*Data extract*
*** Begin section ***

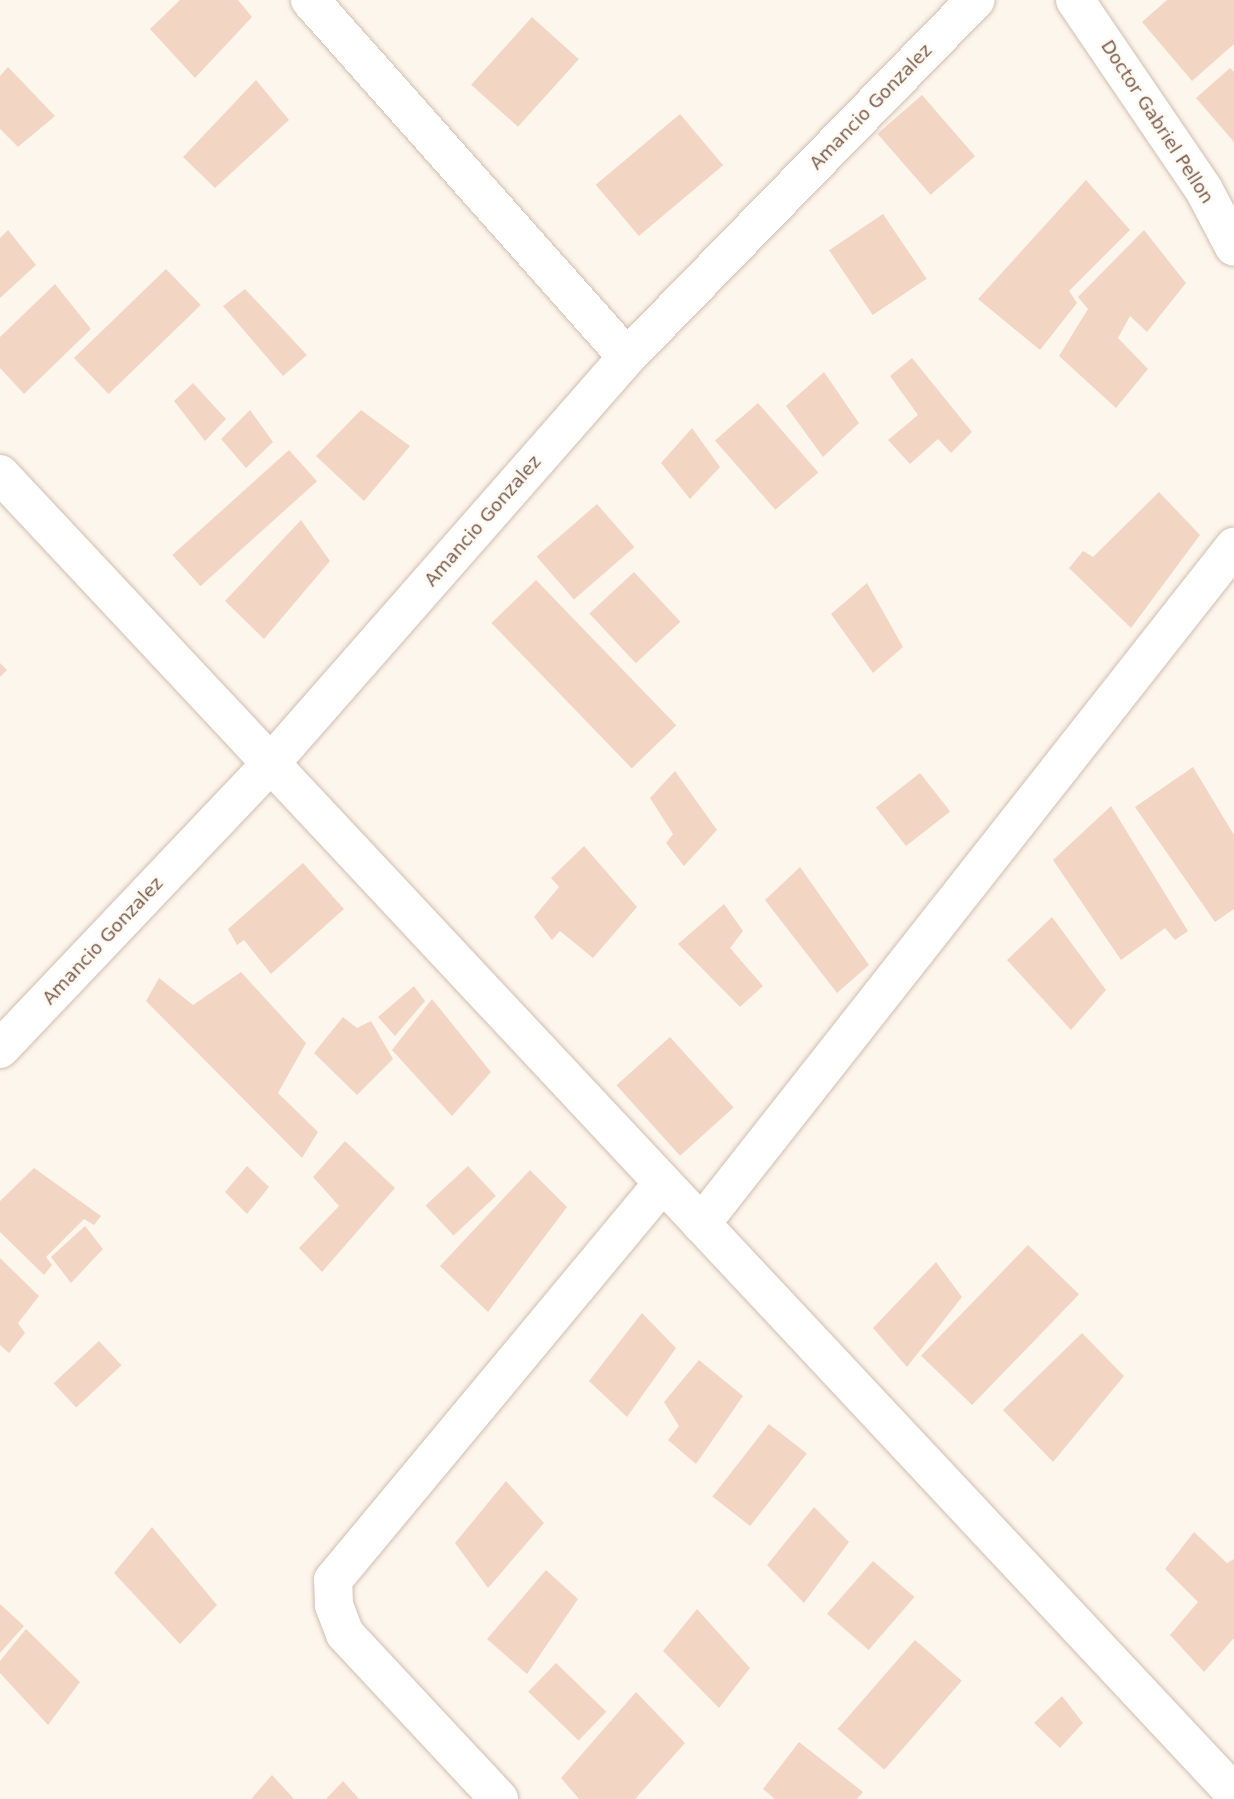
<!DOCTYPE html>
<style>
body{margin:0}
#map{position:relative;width:1234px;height:1799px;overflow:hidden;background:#fdf6ec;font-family:"DejaVu Sans",sans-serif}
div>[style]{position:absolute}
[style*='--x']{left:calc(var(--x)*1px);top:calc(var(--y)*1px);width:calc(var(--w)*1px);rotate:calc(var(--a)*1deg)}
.building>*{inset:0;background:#f3d5c3;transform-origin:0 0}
.roads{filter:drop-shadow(0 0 2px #d1beb0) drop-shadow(0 0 2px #d1beb0)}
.street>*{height:38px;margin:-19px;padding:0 19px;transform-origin:19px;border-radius:19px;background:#fff}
.secondary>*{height:38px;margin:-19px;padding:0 19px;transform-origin:19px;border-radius:19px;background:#fff}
span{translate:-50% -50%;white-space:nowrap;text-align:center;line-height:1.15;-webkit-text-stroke:5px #fffaf3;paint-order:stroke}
.street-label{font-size:18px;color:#7a5c4d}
</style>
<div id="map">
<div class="building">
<div style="clip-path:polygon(180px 0,238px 0,252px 17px,195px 78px,150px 29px)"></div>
<div style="clip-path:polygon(1167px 0,1234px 0,1234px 44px,1192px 81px,1142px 22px)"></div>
<div style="left:532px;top:17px;width:63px;height:91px;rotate:42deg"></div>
<div style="clip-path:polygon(8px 67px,55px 116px,18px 147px,0 129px,0 76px)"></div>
<div style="clip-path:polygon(1230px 68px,1234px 72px,1234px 142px,1196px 98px)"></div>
<div style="clip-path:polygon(256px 80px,289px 120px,215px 188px,183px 157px)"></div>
<div style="left:922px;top:95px;width:81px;height:59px;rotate:49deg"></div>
<div style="left:680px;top:114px;width:67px;height:110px;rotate:50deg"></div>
<div style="clip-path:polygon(1086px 180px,1130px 230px,1069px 291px,1077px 303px,1040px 350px,978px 299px)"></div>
<div style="left:883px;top:214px;width:78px;height:65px;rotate:56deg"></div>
<div style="clip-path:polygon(8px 230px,36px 265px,0 298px,0 238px)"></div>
<div style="clip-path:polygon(1144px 230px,1186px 283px,1147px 332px,1130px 316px,1118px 338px,1148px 369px,1116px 408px,1059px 356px,1088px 309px,1078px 297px)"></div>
<div style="left:166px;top:269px;width:50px;height:128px;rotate:46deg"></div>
<div style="clip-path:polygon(55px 284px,91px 329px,24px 394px,0 368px,0 337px)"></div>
<div style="clip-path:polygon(245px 289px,307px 355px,283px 376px,223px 306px)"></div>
<div style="clip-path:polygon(912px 358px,972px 432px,951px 453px,938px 439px,910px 464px,888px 440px,918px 415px,890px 376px)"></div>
<div style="clip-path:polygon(824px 372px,859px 423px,823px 457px,786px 406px)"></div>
<div style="clip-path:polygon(193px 383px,226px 419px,205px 441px,174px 401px)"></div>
<div style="left:758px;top:403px;width:92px;height:57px;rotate:49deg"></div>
<div style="clip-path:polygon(250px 410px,273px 442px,246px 468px,221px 439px)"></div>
<div style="clip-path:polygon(361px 410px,410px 446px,364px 501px,316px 456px)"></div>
<div style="clip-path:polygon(692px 428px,720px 467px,690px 499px,661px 463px)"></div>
<div style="left:289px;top:450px;width:42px;height:157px;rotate:48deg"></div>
<div style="clip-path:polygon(1159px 492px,1200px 535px,1131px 628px,1069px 568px,1083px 551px,1093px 557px)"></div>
<div style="left:597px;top:504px;width:57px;height:80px;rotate:49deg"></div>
<div style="clip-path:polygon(301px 520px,330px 561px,264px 639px,225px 601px)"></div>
<div style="left:634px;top:572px;width:68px;height:61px;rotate:47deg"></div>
<div style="left:536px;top:580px;width:202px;height:62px;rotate:46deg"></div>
<div style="clip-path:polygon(867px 583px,903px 647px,873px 673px,831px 614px)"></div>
<div style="clip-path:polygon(0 663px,7px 670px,0 677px)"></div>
<div style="clip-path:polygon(1193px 767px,1234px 835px,1234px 909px,1215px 922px,1135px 807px)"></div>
<div style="clip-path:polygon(675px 771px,717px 830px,684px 866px,666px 843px,673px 834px,650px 798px)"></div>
<div style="left:920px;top:773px;width:49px;height:56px;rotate:52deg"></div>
<div style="clip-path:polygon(1111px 806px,1188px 931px,1175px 940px,1165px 928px,1121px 960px,1053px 860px)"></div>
<div style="clip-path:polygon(584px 846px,637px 907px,593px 958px,560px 931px,552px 940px,534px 917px,559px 887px,551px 878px)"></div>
<div style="clip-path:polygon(303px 863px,344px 909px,271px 974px,244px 940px,237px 945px,228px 929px)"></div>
<div style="clip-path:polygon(800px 867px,869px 965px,837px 993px,765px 900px)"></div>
<div style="clip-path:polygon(724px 904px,743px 931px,730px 948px,763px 986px,740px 1007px,678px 944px)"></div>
<div style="clip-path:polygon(1052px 917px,1106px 990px,1071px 1030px,1007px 960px)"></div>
<div style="clip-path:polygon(241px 972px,306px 1043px,278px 1093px,318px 1132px,302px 1158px,146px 1001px,159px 978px,193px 1005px)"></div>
<div style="clip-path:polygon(414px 986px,425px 1001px,395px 1036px,378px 1017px)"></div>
<div style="clip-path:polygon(432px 999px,491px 1072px,452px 1116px,392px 1050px)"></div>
<div style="clip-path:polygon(343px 1017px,357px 1028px,371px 1021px,393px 1059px,357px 1095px,314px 1053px)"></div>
<div style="left:670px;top:1037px;width:95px;height:72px;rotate:48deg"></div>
<div style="clip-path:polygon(345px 1141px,395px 1188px,322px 1272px,299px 1248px,339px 1206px,313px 1177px)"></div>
<div style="clip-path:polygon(247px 1166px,269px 1187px,247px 1214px,225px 1192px)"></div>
<div style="left:468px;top:1166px;width:41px;height:58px;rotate:47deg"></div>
<div style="clip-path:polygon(34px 1168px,101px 1216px,94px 1225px,84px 1219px,46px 1257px,52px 1265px,44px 1275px,0 1232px,0 1201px)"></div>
<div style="clip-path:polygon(530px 1170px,567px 1207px,488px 1312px,440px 1266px)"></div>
<div style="clip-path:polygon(85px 1226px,103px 1249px,71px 1283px,51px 1257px)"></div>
<div style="left:1028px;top:1245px;width:71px;height:154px;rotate:44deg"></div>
<div style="clip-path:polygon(0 1258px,39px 1296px,18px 1323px,25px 1333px,9px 1353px,0 1345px)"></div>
<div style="clip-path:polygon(936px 1262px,962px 1297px,907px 1367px,873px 1328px)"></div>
<div style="clip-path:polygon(642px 1313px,676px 1348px,627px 1417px,589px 1381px)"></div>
<div style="clip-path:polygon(1082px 1333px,1124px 1376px,1053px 1462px,1003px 1410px)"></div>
<div style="left:99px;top:1341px;width:33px;height:62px;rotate:47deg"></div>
<div style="clip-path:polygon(699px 1360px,743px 1396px,696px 1464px,668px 1440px,679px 1426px,664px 1402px)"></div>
<div style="left:769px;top:1424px;width:48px;height:92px;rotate:38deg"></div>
<div style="clip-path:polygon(506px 1481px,544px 1523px,488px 1588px,455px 1543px)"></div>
<div style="clip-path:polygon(814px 1507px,849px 1542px,804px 1603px,767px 1565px)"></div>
<div style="clip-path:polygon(152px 1527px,217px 1605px,180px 1644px,114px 1573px)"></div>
<div style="clip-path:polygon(1194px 1532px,1227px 1563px,1234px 1559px,1234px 1638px,1204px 1672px,1170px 1635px,1198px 1602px,1165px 1569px)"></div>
<div style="left:873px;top:1561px;width:55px;height:70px;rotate:41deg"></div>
<div style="clip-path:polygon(546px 1570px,578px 1599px,527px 1674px,487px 1639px)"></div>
<div style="clip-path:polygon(0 1604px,24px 1626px,0 1653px)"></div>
<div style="clip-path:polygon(697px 1609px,750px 1668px,719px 1708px,663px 1651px)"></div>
<div style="clip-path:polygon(26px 1629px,80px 1682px,48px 1725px,0 1673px,0 1661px)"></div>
<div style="left:915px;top:1640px;width:62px;height:118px;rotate:41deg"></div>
<div style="left:556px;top:1663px;width:70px;height:40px;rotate:44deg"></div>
<div style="clip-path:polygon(636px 1692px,685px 1743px,635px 1799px,579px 1799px,561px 1778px)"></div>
<div style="clip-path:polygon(1062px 1696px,1083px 1723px,1060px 1748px,1034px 1723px)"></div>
<div style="clip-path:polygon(799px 1742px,863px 1792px,857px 1799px,775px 1799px,763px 1789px)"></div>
<div style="clip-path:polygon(272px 1775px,294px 1799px,251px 1799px)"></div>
<div style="clip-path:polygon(343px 1781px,359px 1799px,326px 1799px)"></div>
</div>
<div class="roads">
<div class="street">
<div style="--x:310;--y:0;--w:477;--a:48.4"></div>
<div style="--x:0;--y:474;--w:1806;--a:46.91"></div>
<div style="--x:0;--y:1049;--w:393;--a:-46.5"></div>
<div style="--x:270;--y:764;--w:541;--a:-48.74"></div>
<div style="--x:627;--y:357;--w:499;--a:-45.7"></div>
<div style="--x:701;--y:1224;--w:862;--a:-51.79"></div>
<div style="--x:499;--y:1799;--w:226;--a:-133"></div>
<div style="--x:345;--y:1634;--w:31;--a:-111"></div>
<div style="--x:334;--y:1605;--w:25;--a:-92"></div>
<div style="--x:333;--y:1580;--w:516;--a:-50.27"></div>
</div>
<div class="secondary">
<div style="--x:1075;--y:0;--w:230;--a:55.8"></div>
<div style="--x:1204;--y:190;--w:64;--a:62.2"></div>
</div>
</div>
<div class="street-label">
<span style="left:871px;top:107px;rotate:-46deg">Amancio Gonzalez</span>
<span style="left:1157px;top:122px;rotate:57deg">Doctor Gabriel Pellon</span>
<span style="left:483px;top:521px;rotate:-49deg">Amancio Gonzalez</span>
<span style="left:103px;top:941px;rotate:-47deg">Amancio Gonzalez</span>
</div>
</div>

*** End section ***

*Directions*
From the data above, gather every line that includes the word "position".

*Result of this task*
#map{position:relative;width:1234px;height:1799px;overflow:hidden;background:#fdf6ec;font-family:"DejaVu Sans",sans-serif}
div>[style]{position:absolute}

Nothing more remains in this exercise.